The public’s right to know is the focus of Sunshine Week, March 11-17, a national celebration promoting openness in government.
Though spearheaded by journalists, Sunshine Week is about the public’s right to know what its government is doing, and why. Participants include print, broadcast and online news media, civic groups, libraries, nonprofits, schools and others interested in the public’s right to know.
Led by the American Society of News Editors, Sunshine Week is funded primarily by a challenge grant from the John S. and James L. Knight Foundation of Miami.
Most people associate open government with the Freedom of Information Act and most of what they know about FOIA tends to be from news stories relying on the use of records obtained through the federal FOIA or a state counterpart. However, journalists are only the third largest users of the federal FOIA, filing about 10 percent of all FOIA requests per year.
Open government means more than open records. Open meetings are a large component of transparency and a key tool for citizens to have their voices heard immediately, especially at the local level.
The Sunshine Week observance encourages people to play an active role in their government at all levels, and to know their rights to access public information that is important in individual communities.
In addition to the federal laws, Texas has its own statutes, including the Texas Public Information Act, detailed in Chapter 552 of the Texas Government Code, and the Texas Open Meetings Act, detailed in Chapter 551 of the Government Code. These acts apply to all governmental bodies, including all boards, commissions and committees created by the executive or legislative branch.
“The people, in delegating authority, do not give their public servants the right to decide what is good for the people to know and what is not good for them to know,” the law states.

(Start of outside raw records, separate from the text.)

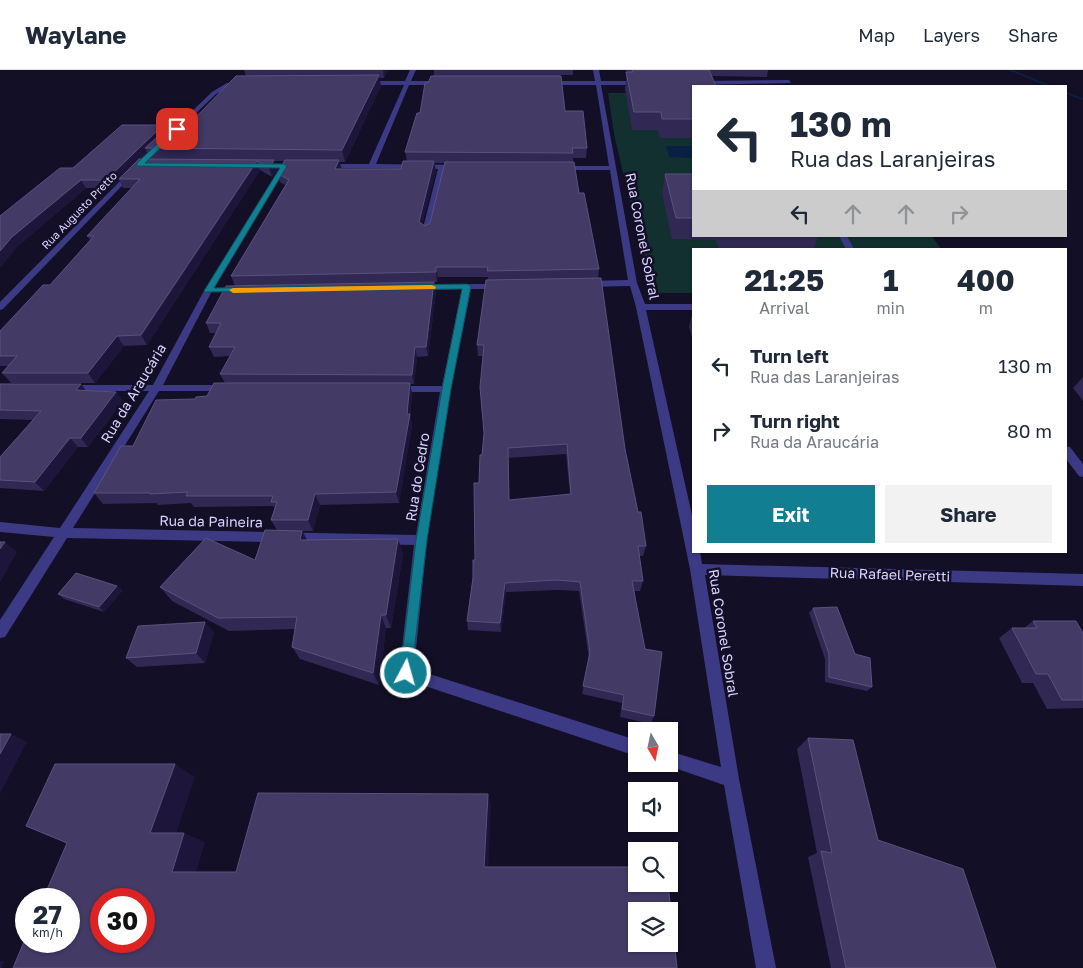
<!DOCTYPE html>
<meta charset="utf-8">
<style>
:root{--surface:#fff;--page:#f2f2f3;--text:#1f2937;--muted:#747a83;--line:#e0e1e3;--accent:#117e91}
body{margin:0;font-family:"Golos Text",sans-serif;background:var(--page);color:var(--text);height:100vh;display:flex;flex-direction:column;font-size:19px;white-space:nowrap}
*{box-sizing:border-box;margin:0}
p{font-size:16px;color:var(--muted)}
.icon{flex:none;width:28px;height:28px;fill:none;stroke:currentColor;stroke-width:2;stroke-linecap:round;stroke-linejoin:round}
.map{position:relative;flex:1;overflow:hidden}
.side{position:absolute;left:692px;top:178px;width:375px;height:305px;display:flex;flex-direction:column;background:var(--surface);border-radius:0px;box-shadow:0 1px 4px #0004}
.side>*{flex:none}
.hud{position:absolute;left:692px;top:15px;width:375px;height:152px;border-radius:0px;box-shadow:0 1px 4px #0004;background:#fff;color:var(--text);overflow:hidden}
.needle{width:32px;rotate:171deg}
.tools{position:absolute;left:628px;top:652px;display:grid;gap:10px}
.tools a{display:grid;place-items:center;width:50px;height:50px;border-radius:0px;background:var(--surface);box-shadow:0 1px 4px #0004;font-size:25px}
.speed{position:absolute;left:15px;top:818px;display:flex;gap:10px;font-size:25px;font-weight:700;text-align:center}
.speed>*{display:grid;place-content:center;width:65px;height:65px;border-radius:50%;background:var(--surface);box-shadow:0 1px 4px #0004;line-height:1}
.speed small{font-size:12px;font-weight:400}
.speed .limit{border:8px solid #d22;background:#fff;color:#111}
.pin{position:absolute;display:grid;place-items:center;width:42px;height:42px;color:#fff;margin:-21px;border-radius:10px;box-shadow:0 2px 8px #0006}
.me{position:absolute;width:55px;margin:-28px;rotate:6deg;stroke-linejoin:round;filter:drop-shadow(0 0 4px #0008)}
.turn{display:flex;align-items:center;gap:18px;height:105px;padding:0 15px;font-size:22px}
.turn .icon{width:65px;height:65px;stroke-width:2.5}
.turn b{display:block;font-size:35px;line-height:42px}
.lanes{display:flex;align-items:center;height:48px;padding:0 15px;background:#0003;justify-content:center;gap:25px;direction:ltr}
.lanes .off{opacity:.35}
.eta{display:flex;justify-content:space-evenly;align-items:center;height:85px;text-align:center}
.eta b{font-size:30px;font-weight:700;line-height:35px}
.cta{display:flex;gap:10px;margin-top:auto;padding:10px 15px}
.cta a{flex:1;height:58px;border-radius:0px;background:var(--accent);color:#fff;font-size:20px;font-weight:700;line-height:58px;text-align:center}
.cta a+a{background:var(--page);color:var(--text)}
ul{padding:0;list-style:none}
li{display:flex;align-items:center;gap:15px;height:65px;padding:0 15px}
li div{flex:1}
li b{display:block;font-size:19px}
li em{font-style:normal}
header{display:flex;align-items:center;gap:30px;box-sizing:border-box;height:70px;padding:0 25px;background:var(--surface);border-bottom:1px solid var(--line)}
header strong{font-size:24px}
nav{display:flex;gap:28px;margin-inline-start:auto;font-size:18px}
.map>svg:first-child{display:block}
.green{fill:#12302f}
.water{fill:#0a1f44}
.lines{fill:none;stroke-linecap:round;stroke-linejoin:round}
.stream{fill:#0a1f44;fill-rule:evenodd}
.minor{fill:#3d3a85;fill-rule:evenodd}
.wall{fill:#312854;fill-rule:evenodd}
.shaded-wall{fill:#1d163a}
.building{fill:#433a66;stroke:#5a527e;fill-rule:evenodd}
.route{fill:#117e91;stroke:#0b525e}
.slow{fill:#f59e0b}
.labels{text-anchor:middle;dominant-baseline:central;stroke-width:5;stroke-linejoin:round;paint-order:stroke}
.far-street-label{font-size:11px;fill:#d9d4ff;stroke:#130f26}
.street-label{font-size:14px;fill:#d9d4ff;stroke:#130f26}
</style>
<header>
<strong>Waylane</strong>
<nav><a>Map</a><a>Layers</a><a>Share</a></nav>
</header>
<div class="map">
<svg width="1083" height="898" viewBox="0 0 1083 898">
<rect width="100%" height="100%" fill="#130f26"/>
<path class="green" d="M608,23h86v143h238l9,13h-247v44h-43l-37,-159z"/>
<path class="water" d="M666,76h28v12l-25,-1z"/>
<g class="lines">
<path class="stream" d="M1008,0h5l39,16h-5z
M1066,22l17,6v2l-17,-6z"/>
<path class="minor" d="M410,0h6l-5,11h33l3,2 -3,2h-35l-33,79 84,1 3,2 -3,2h-15l-15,63 -4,2 -4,-2 16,-63 -113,-1 -3,-2 3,-2h44l35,-79h-40l-3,-2 3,-2h41z
M593,0h6l2,11h40l3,2 -3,2h-40l36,198 8,21h49v6h-48l48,214v27h6l2,13 381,10v12l-378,-11 34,204 37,189h-20l-32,-183 -61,-21h6v-13l52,16 -31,-198 -54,-262 -6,-21 -44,1 -4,-3 4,-3 42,-1 -18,-110h-50l-3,-2 3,-2h49l-13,-81h-50l-3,-2 3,-2h49z
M789,10l2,3 -92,2 -3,-2 3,-2z
M244,12v2l-14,2 -14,8 -74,71 -139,144 -3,1v-8l138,-139 74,-71 15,-9z
M284,94l3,2 -75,125 -49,94h66l5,3 -5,3h-70l-86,137 343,7 24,-143h-46l-5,-3 5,-3h48l20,-97 -44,1 -4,-3 4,-3h86l1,2 -4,3h-30l-20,100 -24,151 -13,129 222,71v16l-235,-78 -2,-5 15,-128 -347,-7 -62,99 -5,1v-18l54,-83 -54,-5v-10l60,6 89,-137h-83l-5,-3 5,-3h87l51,-94 77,-125z
M839,166h8l7,13h-8z
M1066,376l4,1 13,17v13l-4,-1 -13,-17z"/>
</g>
<path class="wall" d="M244,0h144l-4,8h-5l2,8 -36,76h-5l1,7h60l6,-8 -2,-9 15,-39 8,-30 6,-7v-6h139v5h-13l5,36 22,37 -1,10h-13v4l6,31 20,76 -1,9 27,171 13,63 8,34 -3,10h-4l4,25 -3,10h-6l20,125 -3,8 -31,-7 2,-14 -40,-9 7,-35 -10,-68 -22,-1 -51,2 -5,40 -33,-2 -1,-9 8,-61 4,-77 5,-50 -1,-77h-5l-1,-11 11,-68h-50l-1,5 -202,4 -4,-10 54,-91 -5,-3 -3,-9 7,-12h-10l3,8 -5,8 -12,-7 -113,175 -23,1 -29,37h-84l-9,-10 7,-7h-9v-35l50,-46 40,-45 -3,-4 45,-48h-9l-4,-8 -8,8h-25l-68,58 55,-78 90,-43 2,5 26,-8 55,-46zM147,82l3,7h-10zM435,93h10l-15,60 -5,3 -3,-2 14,-53zM566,384l4,40 -61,6 -1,-42z
M626,0h142l-1,7 -55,-1 -18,10v52h-34l-2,-8h-26l-7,-41 2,-17z
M665,104h29v62h124l-4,13h-95l-3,-9 -44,-1 -10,-45z
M436,221l-8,65 -11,1 -3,27h-4l2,10 -2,23 2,8 -13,78 -79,2 -7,26h-11l5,9 96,13 -12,75h-5l-7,57 -79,-26 -8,-12 3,-18 -66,2 -57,-30 -12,-14 95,-27 22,-30 -6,-10 4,-11 -2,-3 -79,1 -3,-4 -33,2 -1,-2 -54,1 -9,-11 39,-47 62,-47 12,-3 18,-13 -5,-9 10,-18 -16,1 -5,-10 7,-14h-6l-4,-10z
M692,245h2v30l-5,-18z
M1083,307v24l-10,-13z
M0,314h81l4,6 31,2 7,9 -35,46h-10l-34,44 -44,-3v-31l33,-37 -33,-1z
M117,516l5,5 -18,21 -40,-13 -6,-5z
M813,538l42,46 17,33 -5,4 -42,-9v-23l-16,-46z
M1033,551l50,12v75l-36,1 -14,-26h-11l-23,-45 13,-10h12z
M214,562l-9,31 -68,4 -11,-9z
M808,668l70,102 118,128h-165l-23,-111 9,-4 -20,-104z"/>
<path class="shaded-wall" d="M383,0h5l-4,8z
M379,5l2,11 -36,76 -3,-12z
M163,55l4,8 -22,15 2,4 -36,36 -5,-8z
M274,90l3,9 -5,8 -3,-9z
M339,90l3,10 -7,-1z
M257,91l3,9 -113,175 -6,-10z
M434,91l2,10 -16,61 -1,-10z
M81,110l5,8 -68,58 -18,22v-17l12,-14z
M436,197l2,10 -1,5 -1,-10z
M434,212l2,9 -8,65 -2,-9z
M117,266l7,10 -29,37 -7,-10z
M415,277l2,10 -3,27 -2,-9z
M410,313l2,11 -2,23 2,8 -13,78 -3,-11 11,-78z
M81,314l7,9 -12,-3z
M116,322l7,9 -35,46 -7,-9z
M70,368l8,9 -34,44 -9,-9z
M315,424l5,11 -7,26 -5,-11z
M302,461l8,14 -10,-5z
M398,469l5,14 -12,75 -5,-13z
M5,472l12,10 -17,31v-34z
M505,513l1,9 -5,40 -1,-9z
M117,516l5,5 -18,21 -5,-5z
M381,545l5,13 -7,57 -6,-12z
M205,552l9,10 -9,31 -9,-10z
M11,664l16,8 -27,52v-40z
M175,694l20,13 -22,66 -23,-10z
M488,724l3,11 -3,70 -4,-8z
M184,763l21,9 -11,38 -22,-8z
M0,891h4l-2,7h-2z"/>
<path class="building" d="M632,0h77l7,16h-22v33h-32l-1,-7h-27l-8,-40h7z
M379,5l-37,75 -197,-2 29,-26h17l45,-46z
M431,6h130l4,35h18l4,37h-15l1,5 -168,-1 12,-39h3l5,-30h3z
M122,55h41l-57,55h-25l-69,57 -12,14v-35l60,-48h13z
M139,89l135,1 -5,8 -12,-7 -116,174 -24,1 -29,37h-86l15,-17h-17v-25l43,-46h7l44,-49h-7l53,-57h-21z
M285,90h54l-4,9h66l2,-8h31l-15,61 6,4 5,-3 15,-61h129l5,31h5l15,76 -112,2 1,-4h-52v5l-205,4 58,-96 -12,-7z
M665,104h29v44h-18z
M601,208l24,171 13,63h3l5,34h-8l5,35h-11l13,68 17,3 -8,64 -32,-7 2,-14 -41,-9 7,-34 -10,-70 -23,-2 -52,3 -5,40 -33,-2 6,-43v-18h2l-1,-77h5l1,-28h2l2,-22 -4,-46 4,-42h-7l9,-65zM567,374l4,50 -62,6 -1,-52z
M434,212l-8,65h-11l-3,28 -192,-1 15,-27h-26l12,-24h-15l20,-37z
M214,313h196l-3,31h3l-14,78 -81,2 -7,26h-37l6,-18h-6l2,-6h-87l2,-4 -38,2v-1h-56l27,-47h12l23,-46 39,-1 1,-2 11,-1z
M0,314h81l-5,6 40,2 -35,46h-11l-35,44 -35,-2v-23l41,-46 -41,-1z
M265,460l37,1 -2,9 98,-1 -12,76h-5l-8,58 -81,-26 5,-30 -79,1 -58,-31 46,-49 49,22z
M0,472h5l-5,7z
M76,503l41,13 -18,21 -41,-13z
M837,537l18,47 15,4 2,29 -43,-10v-23l-16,-46z
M1033,551h43l7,12v67h-21l-14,-26h-12l-24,-46h25z
M205,552l-9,31 -70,5 12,-32z
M0,664h11l-11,20z
M808,668l45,2 25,100 85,29 33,99h-150l-25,-117 11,2z
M55,694h120l-25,69h34l-12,39h64l22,-79 230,1 -4,73h152v17h32l9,84h-664l13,-31v4h43v-42h-26l24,-56 -41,-17zM101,829h43v42h-43zM636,841h33v33h-33z"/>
<path class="route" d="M175,57l5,2 -35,34 139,1 3,2 -73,122 253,-4 4,2 -20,103 -24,151 -16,138 -5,2 -4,-2 -2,-5 16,-133 26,-151 20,-100 -257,3 -1,-1 76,-123 -143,-2v-3z"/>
<path class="slow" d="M432,215l4,2 -1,2 -202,4 -4,-3 4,-2z"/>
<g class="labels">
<g class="far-street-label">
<text transform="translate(79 140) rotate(-46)">Rua Augusto Pretto</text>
</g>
<g class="street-label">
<text transform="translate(643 166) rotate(79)">Rua Coronel Sobral</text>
<text transform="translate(133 323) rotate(-59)">Rua da Araucária</text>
<text transform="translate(417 407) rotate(-81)">Rua do Cedro</text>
<text transform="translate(211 451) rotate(1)">Rua da Paineira</text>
<text transform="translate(890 504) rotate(2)">Rua Rafael Peretti</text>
<text transform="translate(724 563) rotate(81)">Rua Coronel Sobral</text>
</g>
</g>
</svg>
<div class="tools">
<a><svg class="needle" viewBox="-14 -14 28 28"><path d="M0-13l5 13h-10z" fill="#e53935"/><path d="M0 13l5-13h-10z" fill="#747a83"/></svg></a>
<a><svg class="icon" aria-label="sound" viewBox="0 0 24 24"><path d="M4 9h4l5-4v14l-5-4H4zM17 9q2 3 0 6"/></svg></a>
<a><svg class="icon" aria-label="search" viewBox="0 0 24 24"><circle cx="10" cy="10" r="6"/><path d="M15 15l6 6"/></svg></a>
<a><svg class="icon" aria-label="layers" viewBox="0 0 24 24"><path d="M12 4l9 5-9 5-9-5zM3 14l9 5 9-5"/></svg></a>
</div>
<div class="speed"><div>27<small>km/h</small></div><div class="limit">30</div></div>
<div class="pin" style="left:177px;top:59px;background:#d93025"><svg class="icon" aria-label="arrive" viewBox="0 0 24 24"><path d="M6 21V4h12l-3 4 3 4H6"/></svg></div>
<svg class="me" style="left:406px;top:603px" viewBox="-20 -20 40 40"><circle r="17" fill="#117e91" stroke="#fff" stroke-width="3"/><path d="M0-11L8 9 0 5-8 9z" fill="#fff"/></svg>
<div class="hud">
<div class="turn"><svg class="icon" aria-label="left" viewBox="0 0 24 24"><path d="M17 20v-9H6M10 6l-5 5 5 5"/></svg><div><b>130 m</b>Rua das Laranjeiras</div></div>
<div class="lanes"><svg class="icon" aria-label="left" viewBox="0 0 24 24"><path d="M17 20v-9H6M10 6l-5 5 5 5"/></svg><svg class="icon off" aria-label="ahead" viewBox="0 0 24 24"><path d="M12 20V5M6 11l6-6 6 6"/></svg><svg class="icon off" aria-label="ahead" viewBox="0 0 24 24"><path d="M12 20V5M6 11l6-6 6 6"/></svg><svg class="icon off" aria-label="right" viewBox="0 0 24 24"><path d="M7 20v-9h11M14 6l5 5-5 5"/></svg></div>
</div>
<section class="side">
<div class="eta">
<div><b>21:25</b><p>Arrival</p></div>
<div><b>1</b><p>min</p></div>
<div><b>400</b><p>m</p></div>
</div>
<ul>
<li><svg class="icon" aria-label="left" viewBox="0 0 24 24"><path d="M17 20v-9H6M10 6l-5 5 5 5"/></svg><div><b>Turn left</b><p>Rua das Laranjeiras</p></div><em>130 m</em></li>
<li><svg class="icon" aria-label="right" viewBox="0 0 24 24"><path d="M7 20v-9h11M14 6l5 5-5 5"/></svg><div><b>Turn right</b><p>Rua da Araucária</p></div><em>80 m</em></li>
</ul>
<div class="cta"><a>Exit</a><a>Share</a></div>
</section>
</div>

During Sunshine Week, newspapers are encouraged to publish editorials about what their local governments are or are not doing to make the public’s business public and keep information available to citizens.
In addition, the Sunshine Week website (www.sunshineweek.org) has information available to help, including opinion columns, editorials, logos, icons and editorial cartoons.
Also included are a sample proclamation for state and local governments and links to Freedom of Information resources and MuckRock’s Public Records Data. For Texas-specific resources, visit the Freedom of Information Foundation of Texas website, www.foift.org, for a Guide to Texas Open Records and Open Meetings Laws and direct access to the Texas statutes, among other useful links.